How many legs does a dog have if you call its tail a leg? That familiar fable, often attributed to President Abraham Lincoln, comes to mind when contemplating the redefinition of marriage by the Massachusetts Supreme Judicial Court.
In a 4-3 decision released Nov. 18, the court acknowledged that for three centuries Massachusetts defined civil marriage as stated in "Black's Law Dictionary": "the legal union of a man and woman as husband and wife." The court then arrogantly determined that there is no "rational basis" for such a restrictive definition, which it said reflects a "destructive stereotype" about the instability of same-sex couples and their inability to procreate.
After pontificating in like vein for several pages, the court ordered that at the end of 180 days Massachusetts will have a new definition of marriage: "We construe civil marriage to mean the voluntary union of two persons as spouses, to the exclusion of all others."
That formula not only redefines "marriage," but also "spouse." Although spouse is a gender-neutral word, federal law states the obvious: "The word spouse refers only to a person of the opposite sex who is a husband or a wife."
With five months to go before the Massachusetts decision becomes final on May 16, it is time to consider how such a radical change in the meaning of a word by one state will affect or be affected by the laws of Congress and the other 49 states, all of which adhere to the definition of marriage that Massachusetts abolished.
Take one example: The Internal Revenue Service Code has provided since 1948 that "a husband and wife may make a single return jointly of income taxes." If Massachusetts law no longer recognizes the federal meaning of husband and wife, then Massachusetts couples, including opposite sex couples married after May 16, will no longer be entitled to file a joint federal income tax return.
Gay advocates want same-sex couples to claim the 1,049 benefits of marriage under federal law - referring to the 1,049 federal laws in which marital status is a factor - according to a 1997 General Accounting Office report. But what is likely to happen instead is that opposite-sex couples married in Massachusetts after the effective date will lose those same 1,049 federal benefits.

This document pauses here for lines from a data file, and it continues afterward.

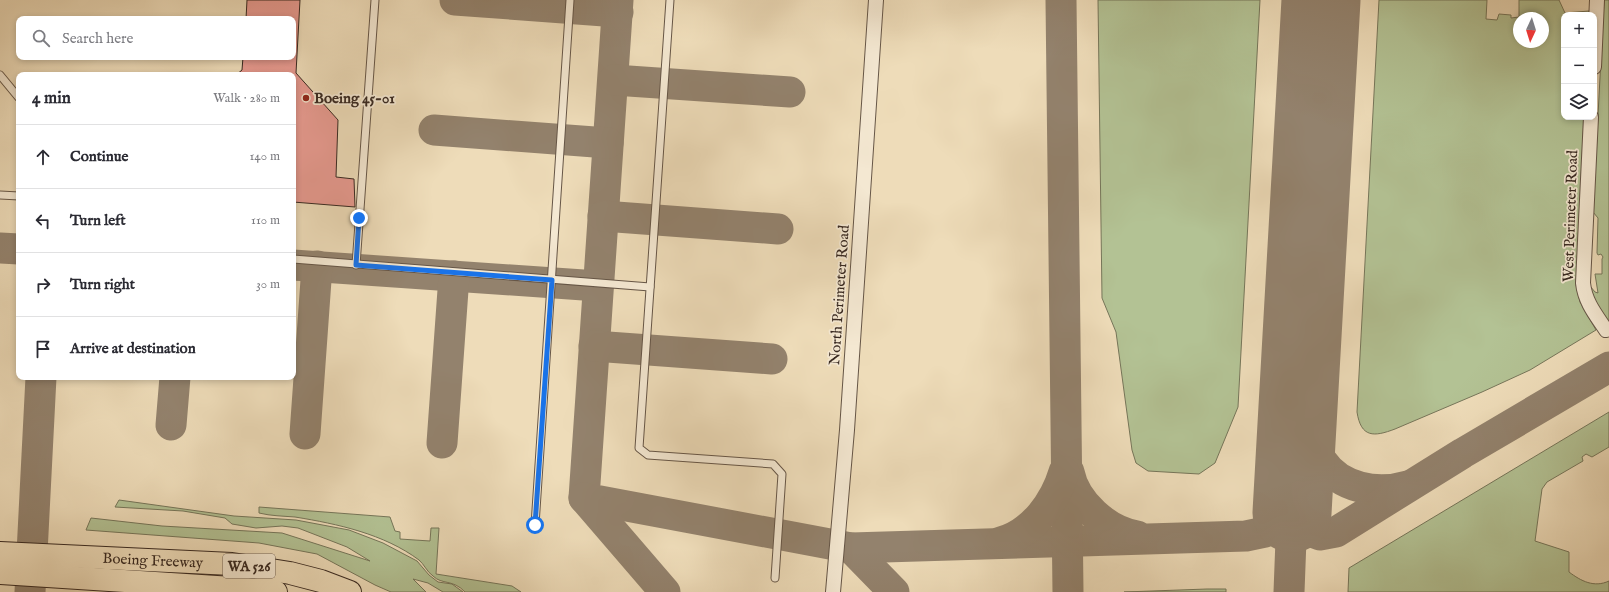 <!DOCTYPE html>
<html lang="en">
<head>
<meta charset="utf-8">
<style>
  :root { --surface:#fff; --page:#f2f2f3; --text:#2b2b33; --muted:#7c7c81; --line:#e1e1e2 }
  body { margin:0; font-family:"IM FELL English",serif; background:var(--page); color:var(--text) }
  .controls { position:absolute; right:12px; top:12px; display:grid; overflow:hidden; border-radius:8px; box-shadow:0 2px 6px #0003 }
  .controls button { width:36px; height:36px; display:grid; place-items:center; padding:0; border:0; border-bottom:1px solid var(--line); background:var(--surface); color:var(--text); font:20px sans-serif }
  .compass { position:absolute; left:1513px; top:12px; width:36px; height:36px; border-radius:50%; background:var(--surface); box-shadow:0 2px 6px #0003; rotate:184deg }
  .stop { position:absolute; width:12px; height:12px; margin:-9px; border:3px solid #1a73e8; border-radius:50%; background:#fff }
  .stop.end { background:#1a73e8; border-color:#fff; box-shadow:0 1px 4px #0008 }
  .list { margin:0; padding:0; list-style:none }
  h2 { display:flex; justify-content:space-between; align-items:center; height:52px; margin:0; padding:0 16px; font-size:17px }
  h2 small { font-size:13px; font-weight:400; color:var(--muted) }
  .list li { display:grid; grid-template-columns:26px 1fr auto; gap:12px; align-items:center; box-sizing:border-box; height:64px; padding:0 16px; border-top:1px solid var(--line) }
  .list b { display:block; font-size:15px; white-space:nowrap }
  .list em { font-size:13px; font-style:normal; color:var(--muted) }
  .icon { flex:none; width:22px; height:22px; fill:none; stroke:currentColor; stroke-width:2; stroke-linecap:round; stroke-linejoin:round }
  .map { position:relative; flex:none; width:1609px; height:592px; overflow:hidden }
  .search { position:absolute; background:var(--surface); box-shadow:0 2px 6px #0003; left:16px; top:16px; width:280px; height:44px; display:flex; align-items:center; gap:10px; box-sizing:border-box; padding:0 14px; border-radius:8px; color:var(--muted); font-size:15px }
  .panel { position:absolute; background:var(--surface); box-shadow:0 2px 6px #0003; left:16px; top:72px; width:280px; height:308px; border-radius:8px }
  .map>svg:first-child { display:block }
  .green { fill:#b3c294; stroke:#76765a; fill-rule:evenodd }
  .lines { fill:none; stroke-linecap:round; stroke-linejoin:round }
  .taxiway { stroke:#93826d; stroke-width:31 }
  .runway { stroke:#93826d; stroke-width:79 }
  .building { fill:#e79a90; stroke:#382921 }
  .service-casing { stroke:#665647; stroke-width:9 }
  .minor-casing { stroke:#665647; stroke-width:16 }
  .motorway-casing { stroke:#382921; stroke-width:24 }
  .service { stroke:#f4e8d2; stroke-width:7 }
  .minor { stroke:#f4e8d2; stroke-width:14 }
  .motorway { stroke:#eedcb9; stroke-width:22 }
  .route { stroke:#1a73e8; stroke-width:5 }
  .poi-dot { fill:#8f2418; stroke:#f4e8d2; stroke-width:1.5 }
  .labels { text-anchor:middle; stroke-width:3.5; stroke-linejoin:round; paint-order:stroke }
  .shield { fill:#f4e8d2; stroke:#706256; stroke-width:1 }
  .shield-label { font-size:14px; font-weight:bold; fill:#382921 }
  .poi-label { font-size:15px; font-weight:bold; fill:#382921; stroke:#f4e8d2; text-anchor:start }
  .street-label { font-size:15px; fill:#382921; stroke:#f4e8d2 }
</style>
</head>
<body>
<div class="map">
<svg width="1609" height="592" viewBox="0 0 1609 592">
  <rect width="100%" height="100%" fill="#eedcb9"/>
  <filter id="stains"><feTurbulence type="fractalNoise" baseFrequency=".005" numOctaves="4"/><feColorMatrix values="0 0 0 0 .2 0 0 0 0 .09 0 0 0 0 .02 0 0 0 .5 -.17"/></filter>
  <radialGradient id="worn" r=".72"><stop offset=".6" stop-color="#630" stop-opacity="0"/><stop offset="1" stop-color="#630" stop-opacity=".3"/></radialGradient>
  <g class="green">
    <path d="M 1098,0 L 1260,0 L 1238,407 L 1215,463 L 1199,474 L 1148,471 L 1136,463 L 1132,450 L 1116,332 L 1102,298 Z"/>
    <path d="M 1379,0 L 1487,0 L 1486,19 L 1497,20 L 1499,14 L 1511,15 L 1511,18 L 1519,17 L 1519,0 L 1559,0 L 1565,13 L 1589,11 L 1589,15 L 1564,15 L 1564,117 L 1584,117 L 1576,285 L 1580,302 L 1596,330 L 1530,370 L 1482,392 L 1395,429 C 1374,437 1361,438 1357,412 ZM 1519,18 L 1543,18 L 1543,42 L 1519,42 Z"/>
    <path d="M 1604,0 L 1609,0 L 1609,321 L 1606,321 L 1592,294 L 1590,286 L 1595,292 L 1598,293 L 1595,274 L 1602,274 L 1602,259 L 1603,257 L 1601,254 L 1598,255 L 1597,253 L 1598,218 L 1593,212 Z"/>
    <path d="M 1609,412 L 1609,447 L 1592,457 L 1586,454 L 1582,457 L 1583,461 L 1547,482 L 1542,489 L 1535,541 L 1569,552 L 1569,572 C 1581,581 1594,588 1609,581 L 1609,592 L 1348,592 L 1349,568 Z"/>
    <path d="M 119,500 L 234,516 L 296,520 L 349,530 L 383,543 L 417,561 L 429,575 L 438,582 L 452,584 L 463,592 L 443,592 L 428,583 L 413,579 L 426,592 L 391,592 L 375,585 L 317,554 L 259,543 L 86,530 L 91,518 L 162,526 L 282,533 L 370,561 L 347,547 L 298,528 L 282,526 L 256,528 L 232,524 L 225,518 L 183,511 L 115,507 Z"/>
    <path d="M 259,507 L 390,517 L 395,531 L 400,532 L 400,539 L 430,541 L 431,528 L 439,528 L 436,574 L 512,586 L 521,592 L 465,592 C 453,579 442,585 433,576 C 427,572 424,564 419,560 C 384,534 338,524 295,517 C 283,516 271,516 259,513 Z"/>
    <path d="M 1207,589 L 1226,589 L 1226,592 L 1124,592 Z"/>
  </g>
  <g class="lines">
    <g class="taxiway">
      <path d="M 455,0 L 618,12"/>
      <path d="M 618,0 L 584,498 L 851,548 L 1246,536 L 1265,532 L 1280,525 L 1292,513"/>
      <path d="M 1061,0 L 1068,592"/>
      <path d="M 614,80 L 790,92"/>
      <path d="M 434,130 L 608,143"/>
      <path d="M 603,216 L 778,229"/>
      <path d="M 0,248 L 19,249"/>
      <path d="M 293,265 L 598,286"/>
      <path d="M 594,346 L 772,359"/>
      <path d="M 1299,404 C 1305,423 1311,444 1322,461 C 1340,488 1377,495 1407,486"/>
      <path d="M 171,425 L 175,377"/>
      <path d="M 305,434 L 317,266"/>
      <path d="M 442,443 L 454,276"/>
      <path d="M 1069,472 C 1075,503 1107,531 1137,536"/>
      <path d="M 584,498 L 665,592"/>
      <path d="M 1292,513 L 1300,519 L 1304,529 L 1320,535 L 1336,532 L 1463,453 L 1609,367"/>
      <path d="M 1001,542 C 1033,533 1055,502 1064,472"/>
      <path d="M 851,548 L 894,592"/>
      <path d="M 30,592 L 41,377"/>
      <path d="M 1289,592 L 1292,513"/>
    </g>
    <path class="runway" d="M 1292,513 L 1321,0"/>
  </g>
  <path class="building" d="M 247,0 L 300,0 L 296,73 L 338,120 L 336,177 L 354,179 L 355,207 L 293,202 L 293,75 L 236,75 L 242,70 L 243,57 L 293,57 L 293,19 L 246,19 Z"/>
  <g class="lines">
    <g class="service-casing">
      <g id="service">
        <path d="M 670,0 L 639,448 L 648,455 L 773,464 L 782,474 L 775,578"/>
        <path d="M 0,75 L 19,98"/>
        <path d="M 0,195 L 19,196"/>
        <path d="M 293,259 L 650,287"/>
        <path d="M 356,265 L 375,0"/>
        <path d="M 535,525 L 570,0"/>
      </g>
    </g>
    <g class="minor-casing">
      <g id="minor">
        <path d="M 1594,67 L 1597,0"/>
        <path d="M 1591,117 L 1583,283 C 1585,302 1596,315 1606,330 L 1609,329"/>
        <path d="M 833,592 L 847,430 L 876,0"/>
      </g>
    </g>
    <g class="motorway-casing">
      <g id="motorway">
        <path id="s1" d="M 0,553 L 232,564 L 290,573 L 321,581 L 350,592"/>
        <path d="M 0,573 L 265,590 L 276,592"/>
      </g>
    </g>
    <use href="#service" class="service"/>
    <use href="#minor" class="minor"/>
    <use href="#motorway" class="motorway"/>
  </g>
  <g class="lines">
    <path class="route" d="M 359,218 L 356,265 L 552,280 L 535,525"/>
  </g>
  <circle class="poi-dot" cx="306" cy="98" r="4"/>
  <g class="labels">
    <rect class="shield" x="223" y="554" width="52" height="24" rx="3"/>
    <g class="shield-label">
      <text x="249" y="571">WA 526</text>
    </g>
    <g class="poi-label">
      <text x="314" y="103">Boeing 45-01</text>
    </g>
    <g class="street-label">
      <text transform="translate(1570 216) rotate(-88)" y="5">West Perimeter Road</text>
      <text transform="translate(839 295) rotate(-86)" y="5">North Perimeter Road</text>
      <text dy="5" stroke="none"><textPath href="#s1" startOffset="153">Boeing Freeway</textPath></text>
    </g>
  </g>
  <rect width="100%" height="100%" filter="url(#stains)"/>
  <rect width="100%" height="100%" fill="url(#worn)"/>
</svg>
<div class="controls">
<button>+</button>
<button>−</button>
<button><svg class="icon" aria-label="layers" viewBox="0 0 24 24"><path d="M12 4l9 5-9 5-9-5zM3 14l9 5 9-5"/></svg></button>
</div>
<svg class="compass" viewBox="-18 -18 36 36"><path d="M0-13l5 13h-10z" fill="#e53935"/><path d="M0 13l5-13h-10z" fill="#7c7c81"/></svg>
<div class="stop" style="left:535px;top:525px"></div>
<div class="stop end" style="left:359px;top:218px"></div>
<div class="search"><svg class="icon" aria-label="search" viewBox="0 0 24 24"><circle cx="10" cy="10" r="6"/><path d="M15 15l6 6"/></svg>Search here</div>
<section class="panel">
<h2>4 min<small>Walk · 280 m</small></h2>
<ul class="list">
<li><svg class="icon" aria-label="ahead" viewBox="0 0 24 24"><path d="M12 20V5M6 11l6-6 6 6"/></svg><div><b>Continue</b></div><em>140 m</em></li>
<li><svg class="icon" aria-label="left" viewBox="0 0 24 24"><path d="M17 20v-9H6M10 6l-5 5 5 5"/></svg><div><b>Turn left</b></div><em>110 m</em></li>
<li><svg class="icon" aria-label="right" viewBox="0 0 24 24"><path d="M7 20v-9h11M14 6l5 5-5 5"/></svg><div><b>Turn right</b></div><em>30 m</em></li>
<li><svg class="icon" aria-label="arrive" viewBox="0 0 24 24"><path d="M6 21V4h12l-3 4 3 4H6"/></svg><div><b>Arrive at destination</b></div></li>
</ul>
</section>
</div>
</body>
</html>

The 1,049 federal laws recognize and were intended to support marriage as the union of husband and wife, not the union of "two persons." In our federal system, Massachusetts may well be free to abolish the concept of husband and wife within its borders, but it is not free to label the civil union of "two persons" as a marriage entitled to federal recognition.
Phyllis Schlafly is a national leader of the pro-family movement, a nationally syndicated columnist and author of Feminist Fantasies.